Until they do. The students’ expressions change. Shoulders “unslump.” Eyes brighten. That’s it–the “aha” moment. Everything’s clicked, and the students have gone from confused to something they’ll always own. It’s a powerful moment, and it’s my favorite reason to teach at York College.

There’s more, too. I imagine if you ask my students what I’m known for, somewhere high on that list is “breaking things.” A hallmark of our Engineering programs is our laboratory experience, and I have taught labs every year I’ve been here—sometimes two in a semester! I get to watch students run some pretty big machines and then have that first reaction when a half-inch-thick piece of steel breaks. (It’s pretty loud, and some students are more surprised than others!) It’s a unique moment—people don’t typically think of a half-inch-thick piece of steel as a stretchy, breakable thing. But it is, and there’s that moment of understanding that comes from watching it happen.
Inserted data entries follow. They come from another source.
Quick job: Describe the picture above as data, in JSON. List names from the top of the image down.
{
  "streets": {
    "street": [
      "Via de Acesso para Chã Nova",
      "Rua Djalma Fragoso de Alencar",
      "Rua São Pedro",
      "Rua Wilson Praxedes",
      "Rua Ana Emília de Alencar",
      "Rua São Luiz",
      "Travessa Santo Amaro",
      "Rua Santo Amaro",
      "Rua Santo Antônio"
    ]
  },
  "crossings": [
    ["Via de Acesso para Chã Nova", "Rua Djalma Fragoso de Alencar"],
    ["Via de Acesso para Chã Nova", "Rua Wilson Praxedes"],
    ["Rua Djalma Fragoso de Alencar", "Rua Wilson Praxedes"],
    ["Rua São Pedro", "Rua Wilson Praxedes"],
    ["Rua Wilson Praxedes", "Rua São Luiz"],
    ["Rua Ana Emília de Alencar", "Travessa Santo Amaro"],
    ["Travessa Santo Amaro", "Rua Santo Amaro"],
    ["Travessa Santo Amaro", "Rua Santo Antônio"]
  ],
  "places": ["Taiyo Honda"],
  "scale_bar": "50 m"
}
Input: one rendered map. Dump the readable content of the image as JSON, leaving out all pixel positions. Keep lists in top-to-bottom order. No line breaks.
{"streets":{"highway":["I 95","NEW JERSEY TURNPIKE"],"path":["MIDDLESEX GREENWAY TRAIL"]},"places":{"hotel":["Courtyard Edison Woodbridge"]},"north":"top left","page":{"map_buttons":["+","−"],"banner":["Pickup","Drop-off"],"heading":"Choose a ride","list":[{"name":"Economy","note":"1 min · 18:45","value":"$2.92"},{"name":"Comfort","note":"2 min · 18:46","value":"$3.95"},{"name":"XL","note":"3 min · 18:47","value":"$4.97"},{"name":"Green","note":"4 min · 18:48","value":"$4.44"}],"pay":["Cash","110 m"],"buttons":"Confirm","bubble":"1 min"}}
Another thing we get to do is make things. Breaking and making go together, really. If you understand how a material breaks, you can design a device to avoid that failure better. I get to see students engage with their projects—from the day I unveil the current year’s Machine Design project to them all the way through fabricating and demonstrating a final working prototype. While students love projects, they don’t always understand what it takes to make one successfully. There are a lot of little “aha” moments there, whether it is how to apply a particular concept to make sure your device lasts (nearly) forever, or just the best way to set up stock material in a mill to cut a part the fastest.

There are other little moments in there, too, and they often have nothing to do with classes.  Maybe a student has an interview for a co-op job they want to talk about, or maybe they’re juggling offers. Sometimes it’s not quite so happy—maybe a student is struggling or is at a difficult time in life. And that’s where teaching at York is also different. I’ve told students, both current and prospective, that there is no “wall” here between faculty and students. Sure, they call me “Dr. Kuchnicki” or “Dr. K” (seriously, why not?), but aside from that formality, there isn’t a barrier. Students stop by whenever—office hours or not—and they start talking. That’s when I start listening and offering some guidance through whatever moment they may be having.

Being a resource for my students is a rewarding part of what I do. Life isn’t all about the equations or the concepts. There needs to be a whole person behind all of that work in order for it to go right. So, if one day I’m putting a problem on a whiteboard for a student to solve and the next day I am offering a tissue from the box on my desk, that’s fine. Those are important moments, too, and moments I get to share with my students.

It's funny, then. I’ve gone through this entire post about why I enjoy teaching at York College, and I’ve barely mentioned the classroom. I think that’s part of the joy. Some of my best and most memorable classes aren’t the ones that went according to plan. They are the ones that went a little sideways in the middle. That’s okay. The students get a laugh, their minds reset, and we get back on the train, so to speak.

Fact is, though, I can have these off-the-rail moments with my students because we’re at a place like York. I’ve taught at a large state school with a lecture hall of 150 students. It might as well be a stage show. It’s all one direction. At York, the size of the class makes it possible to have a conversation about what we’re doing. I think that makes my students better in the end.

That relationship continues after graduation, too. I’ve given plenty of speeches to engineering graduation ceremonies. Every time, I compare our programs to a family. There’s nothing better than having alumni from five, ten years ago stop by to hire students or call me. It’s catching up with an old friend, and there’s nothing else like it.